*** Opening of DATA LISTING ***

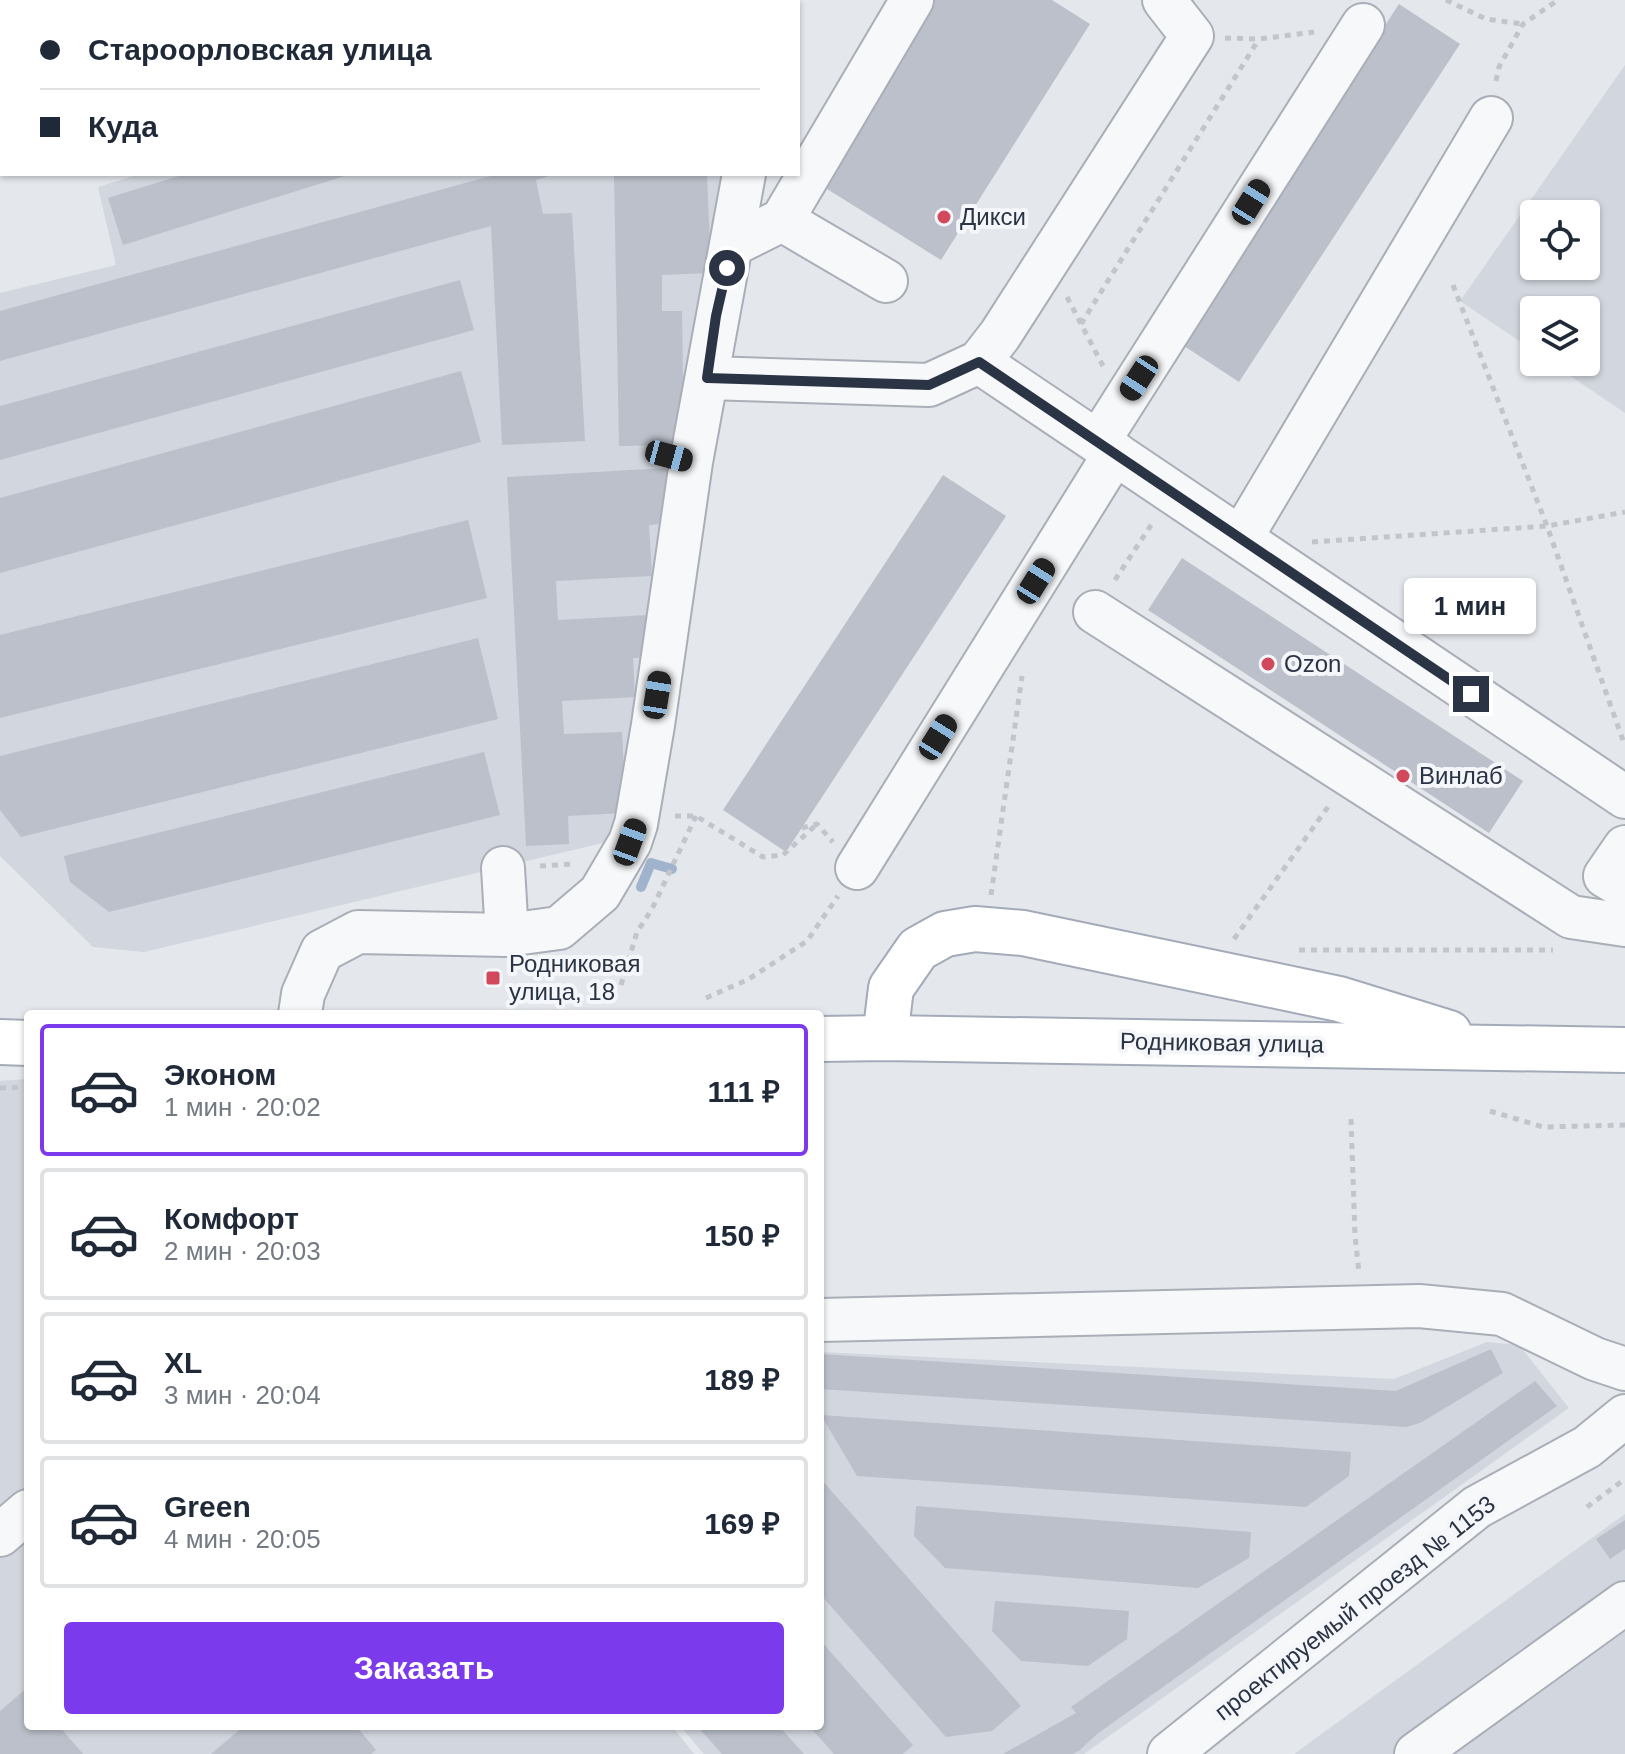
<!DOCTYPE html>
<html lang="ru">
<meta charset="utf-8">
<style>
:root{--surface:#fff;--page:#f2f2f3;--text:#1f2937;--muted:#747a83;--line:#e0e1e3;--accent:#7c3aed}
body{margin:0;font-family:Helvetica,sans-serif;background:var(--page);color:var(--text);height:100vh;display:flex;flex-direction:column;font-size:30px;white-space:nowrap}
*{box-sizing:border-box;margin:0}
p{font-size:26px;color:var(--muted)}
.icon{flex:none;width:44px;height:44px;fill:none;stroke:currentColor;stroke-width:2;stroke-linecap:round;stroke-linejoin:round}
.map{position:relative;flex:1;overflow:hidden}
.sheet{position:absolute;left:24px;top:1010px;width:800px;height:720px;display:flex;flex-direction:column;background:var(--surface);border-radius:8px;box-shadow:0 2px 6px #0004}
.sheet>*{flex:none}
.top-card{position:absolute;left:0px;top:0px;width:800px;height:176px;box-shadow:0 2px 6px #0004;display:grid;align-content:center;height:176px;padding:0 40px;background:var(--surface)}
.controls{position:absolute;left:1520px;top:200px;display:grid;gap:16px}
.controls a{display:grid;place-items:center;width:80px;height:80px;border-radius:8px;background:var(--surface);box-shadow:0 2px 6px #0004;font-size:40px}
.end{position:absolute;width:36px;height:36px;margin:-18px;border:10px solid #2b3445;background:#fff;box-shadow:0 0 0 4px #fff}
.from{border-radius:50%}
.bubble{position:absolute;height:56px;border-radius:8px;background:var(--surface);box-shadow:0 2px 6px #0004;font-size:26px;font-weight:700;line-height:56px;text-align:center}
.car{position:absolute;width:24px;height:48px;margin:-24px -12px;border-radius:10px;box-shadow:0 0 6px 2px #0007;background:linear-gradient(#222 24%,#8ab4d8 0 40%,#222 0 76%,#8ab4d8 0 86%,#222 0)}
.top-card b{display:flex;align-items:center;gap:28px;height:76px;font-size:30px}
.top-card b+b{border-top:2px solid var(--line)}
.top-card i{width:20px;height:20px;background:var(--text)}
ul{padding:14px 0 0;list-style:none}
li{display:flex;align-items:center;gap:24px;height:132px;margin:0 16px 12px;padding:0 24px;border:4px solid var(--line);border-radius:8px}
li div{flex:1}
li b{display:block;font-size:30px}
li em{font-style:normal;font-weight:700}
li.selected{border-color:var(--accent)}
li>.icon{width:72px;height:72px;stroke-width:1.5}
.button{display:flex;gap:16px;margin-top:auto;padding:16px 40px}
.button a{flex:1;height:92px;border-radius:8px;background:var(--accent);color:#fff;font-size:32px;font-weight:700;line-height:92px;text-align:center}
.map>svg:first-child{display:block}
.built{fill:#d2d6de;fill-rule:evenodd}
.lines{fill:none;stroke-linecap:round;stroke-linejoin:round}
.stream{stroke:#9fb4cc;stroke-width:10}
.building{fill:#bbc0ca}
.minor-casing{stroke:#a9aeb7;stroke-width:46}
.major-casing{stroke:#a3abb8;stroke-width:48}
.path{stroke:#c2c5cb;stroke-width:5;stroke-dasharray:6 6;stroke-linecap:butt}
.minor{stroke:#f7f8fa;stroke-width:42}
.major{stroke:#fff;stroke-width:44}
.route{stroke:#2b3445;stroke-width:10}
.poi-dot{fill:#d1495b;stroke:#f4f6f9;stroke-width:3}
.labels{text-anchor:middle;stroke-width:8;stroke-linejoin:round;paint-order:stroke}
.poi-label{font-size:24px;fill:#2b3445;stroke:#f4f6f9;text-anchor:start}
.street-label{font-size:24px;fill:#2b3445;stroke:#f4f6f9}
</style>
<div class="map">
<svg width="1625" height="1754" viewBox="0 0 1625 1754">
<rect width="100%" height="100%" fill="#e4e7ec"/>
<g class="built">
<path d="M 1625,65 L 1625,413 L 1550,362 L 1586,362 L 1586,310 L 1534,310 L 1534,351 L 1460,301 ZM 1534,214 L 1586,214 L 1586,266 L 1534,266 Z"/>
<path d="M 140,174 L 734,174 L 632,836 L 144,952 L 93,947 L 0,856 L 0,293 L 116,265 L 98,187 Z"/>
<path d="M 28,1079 L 28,1726 L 672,1726 L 694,1754 L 0,1754 L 0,1081 Z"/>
<path d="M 1487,1342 L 1519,1345 L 1569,1408 L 1084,1754 L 704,1754 L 680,1726 L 820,1726 L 820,1352 L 1394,1379 Z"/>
<path d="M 1625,1514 L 1625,1754 L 1294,1754 Z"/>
</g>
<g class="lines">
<g class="stream">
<path d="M 99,2 L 101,0"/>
<path d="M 0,114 L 2,111"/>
<path d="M 641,887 L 651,863 L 672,869"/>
</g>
</g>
<g class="building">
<path d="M 934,0 L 1052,0 L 1090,24 L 941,260 L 819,184 Z"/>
<path d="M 1399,4 L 1460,44 L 1239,382 L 1178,342 Z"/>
<path d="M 185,174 L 348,174 L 348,175 L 123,245 L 108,198 Z"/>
<path d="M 498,174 L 555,174 L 536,180 L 543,214 L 572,213 L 585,441 L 502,445 L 491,226 L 0,361 L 0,311 Z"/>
<path d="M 614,174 L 707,174 L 711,273 L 662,275 L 662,311 L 682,311 L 684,445 L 619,446 Z"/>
<path d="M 460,280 L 474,330 L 0,460 L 0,406 Z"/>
<path d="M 461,371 L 481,442 L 0,573 L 0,498 Z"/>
<path d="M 666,468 L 669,523 L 649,525 L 652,576 L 556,581 L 558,620 L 648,615 L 650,657 L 633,658 L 635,697 L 562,701 L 564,734 L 622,732 L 626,813 L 568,816 L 569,844 L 526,846 L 507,477 Z"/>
<path d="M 943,475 L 1006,516 L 786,852 L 723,810 Z"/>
<path d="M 468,520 L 487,598 L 0,718 L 0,635 Z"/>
<path d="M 1182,558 L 1523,781 L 1489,833 L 1148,610 Z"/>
<path d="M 478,638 L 498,719 L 21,837 L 0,810 L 0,756 Z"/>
<path d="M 484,752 L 500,815 L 109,912 L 70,882 L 64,856 Z"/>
<path d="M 1491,1349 L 1503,1373 L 1422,1422 L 1407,1427 L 820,1389 L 820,1354 L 1396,1391 Z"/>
<path d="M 1535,1381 L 1557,1406 L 1097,1734 L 1080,1750 L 1073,1754 L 1003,1754 L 1076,1713 L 1071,1707 Z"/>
<path d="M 821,1415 L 1351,1452 L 1349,1476 L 1306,1507 L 857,1476 Z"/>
<path d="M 820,1478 L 1021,1706 L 992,1731 L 946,1737 L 820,1594 Z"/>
<path d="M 916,1506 L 1251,1532 L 1249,1558 L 1198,1588 L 945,1568 L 914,1536 Z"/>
<path d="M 1625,1520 L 1625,1549 L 1610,1559 L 1596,1539 Z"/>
<path d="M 995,1601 L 1129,1611 L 1127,1639 L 1088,1666 L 1021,1661 L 992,1631 Z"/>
<path d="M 820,1640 L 913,1745 L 903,1754 L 834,1754 L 809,1726 L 820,1726 Z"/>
<path d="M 28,1687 L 28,1726 L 59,1726 L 83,1754 L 0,1754 L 0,1711 Z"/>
<path d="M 244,1726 L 356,1726 L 376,1750 L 371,1754 L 211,1754 Z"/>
<path d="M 697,1726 L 779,1726 L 804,1754 L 722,1754 Z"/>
</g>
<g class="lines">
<defs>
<g id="minor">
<path d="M 773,2 L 774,0"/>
<path d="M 782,220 L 886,281"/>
<path d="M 732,245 L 782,220 L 912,0"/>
<path d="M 979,362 L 1625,797"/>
<path d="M 707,378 L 929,385 L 979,362 L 1000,335 L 1192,36 L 1164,0"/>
<path d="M 1098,442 L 1363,25"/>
<path d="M 1241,538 L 1491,118"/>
<path d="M 1095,612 L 1571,917 L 1625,925"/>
<path d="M 1625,847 L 1605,876 L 1625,888"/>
<path d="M 503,868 L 507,935"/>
<path d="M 857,868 L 1115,453"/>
<path d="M 300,1014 L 303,994 L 322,951 L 358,932 L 507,935 L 559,928 L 600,893 L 630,842 L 636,824 L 653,725 L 691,462 L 744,174"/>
<path d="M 820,1320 L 1419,1306 L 1502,1314 L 1595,1359 L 1625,1369"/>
<path d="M 0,1535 L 28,1511"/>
<path d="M 1169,1754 L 1477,1507 L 1587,1447 L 1625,1416"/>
<path d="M 1416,1754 L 1625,1603"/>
</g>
<g id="major">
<path d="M 885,1038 L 891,988 L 918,949 L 945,934 L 975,929 L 1023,933 L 1339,999 L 1449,1033"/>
<path d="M 820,1039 L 885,1038 L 1625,1050"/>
<path d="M 0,1042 L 28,1043"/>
</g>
</defs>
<use href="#minor" class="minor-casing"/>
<use href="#major" class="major-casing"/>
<g class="path">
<path d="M 1446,0 L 1486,19 L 1523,24"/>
<path d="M 1225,38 L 1259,39 L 1314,32"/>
<path d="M 1496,81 L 1499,67 L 1523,24 L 1558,0"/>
<path d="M 1453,285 L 1547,526 L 1625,746"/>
<path d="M 1067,297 L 1103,366"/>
<path d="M 1081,324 L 1259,39"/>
<path d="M 1312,542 L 1547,526 L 1625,512"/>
<path d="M 1115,580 L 1153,522"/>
<path d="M 675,816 L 696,816 L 763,857 L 783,855 L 817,824"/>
<path d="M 802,828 L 817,824 L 833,842"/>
<path d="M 540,866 L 574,864"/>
<path d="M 991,895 L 1022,676"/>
<path d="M 1234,939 L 1330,804"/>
<path d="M 1299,950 L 1553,950"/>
<path d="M 621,985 L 637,932 L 652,909 L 696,816"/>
<path d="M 706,998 L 749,979 L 807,941 L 838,896"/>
<path d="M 0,1088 L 28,1087"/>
<path d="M 1490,1111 L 1543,1127 L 1625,1125"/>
<path d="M 1351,1119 L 1355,1235 L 1359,1273"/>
<path d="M 1587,1507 L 1625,1479"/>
</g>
<use href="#minor" class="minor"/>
<use href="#major" class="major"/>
</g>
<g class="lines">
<path class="route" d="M 727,268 L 716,316 L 707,378 L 929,385 L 979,362 L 1471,694"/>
</g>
<g class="poi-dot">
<circle cx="944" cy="217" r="8"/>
<circle cx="1268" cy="664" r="8"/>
<circle cx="1403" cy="776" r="8"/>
<rect x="485" y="970" width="16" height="16" rx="4"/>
</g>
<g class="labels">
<g class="poi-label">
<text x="960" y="225">Дикси</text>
<text x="1284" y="672">Ozon</text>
<text x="1419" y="784">Винлаб</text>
<text x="509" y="972">Родниковая<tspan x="509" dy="28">улица, 18</tspan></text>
</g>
<g class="street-label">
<text transform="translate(1222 1043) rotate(1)" y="8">Родниковая улица</text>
<text transform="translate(1355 1608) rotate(-38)" y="8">проектируемый проезд № 1153</text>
</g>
</g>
</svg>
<div class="controls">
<a><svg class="icon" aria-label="locate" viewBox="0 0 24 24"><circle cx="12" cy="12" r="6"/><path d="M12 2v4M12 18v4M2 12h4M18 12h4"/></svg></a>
<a><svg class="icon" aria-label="layers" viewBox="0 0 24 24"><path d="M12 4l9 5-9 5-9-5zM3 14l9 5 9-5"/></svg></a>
</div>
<i class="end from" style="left:727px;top:268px"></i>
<i class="end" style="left:1471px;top:694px"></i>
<div class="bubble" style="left:1404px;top:578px;width:132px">1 мин</div>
<i class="car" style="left:1251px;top:202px;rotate:32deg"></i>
<i class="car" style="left:1139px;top:378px;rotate:213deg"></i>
<i class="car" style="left:669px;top:456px;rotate:105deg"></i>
<i class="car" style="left:1036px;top:581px;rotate:32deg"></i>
<i class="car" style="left:657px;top:695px;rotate:9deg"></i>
<i class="car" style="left:938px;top:737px;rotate:32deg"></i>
<i class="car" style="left:630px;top:842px;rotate:20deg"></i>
<div class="top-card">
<b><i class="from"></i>Староорловская улица</b>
<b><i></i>Куда</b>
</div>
<section class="sheet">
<ul>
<li class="selected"><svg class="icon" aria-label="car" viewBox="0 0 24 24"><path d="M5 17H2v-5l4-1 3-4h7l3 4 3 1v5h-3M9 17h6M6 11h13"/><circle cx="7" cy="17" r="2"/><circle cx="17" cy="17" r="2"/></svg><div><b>Эконом</b><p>1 мин · 20:02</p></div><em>111 ₽</em></li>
<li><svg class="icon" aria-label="car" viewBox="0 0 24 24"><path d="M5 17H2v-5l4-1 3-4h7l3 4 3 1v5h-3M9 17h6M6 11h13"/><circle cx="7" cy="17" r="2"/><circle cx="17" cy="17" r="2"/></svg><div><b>Комфорт</b><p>2 мин · 20:03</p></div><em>150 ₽</em></li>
<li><svg class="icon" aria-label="car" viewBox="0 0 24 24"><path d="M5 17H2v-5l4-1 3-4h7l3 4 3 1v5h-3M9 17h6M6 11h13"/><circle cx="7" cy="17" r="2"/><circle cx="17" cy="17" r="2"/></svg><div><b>XL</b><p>3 мин · 20:04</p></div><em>189 ₽</em></li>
<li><svg class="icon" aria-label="car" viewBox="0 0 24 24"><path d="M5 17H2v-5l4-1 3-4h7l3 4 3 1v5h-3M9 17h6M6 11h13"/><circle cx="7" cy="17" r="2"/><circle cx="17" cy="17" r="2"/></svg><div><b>Green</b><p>4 мин · 20:05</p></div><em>169 ₽</em></li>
</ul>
<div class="button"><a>Заказать</a></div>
</section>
</div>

*** Close of DATA LISTING ***

TASK:
Apply a filter for "labels" to the data above, then copy each line that matches.

WRITTEN ANSWER:
.labels{text-anchor:middle;stroke-width:8;stroke-linejoin:round;paint-order:stroke}
<g class="labels">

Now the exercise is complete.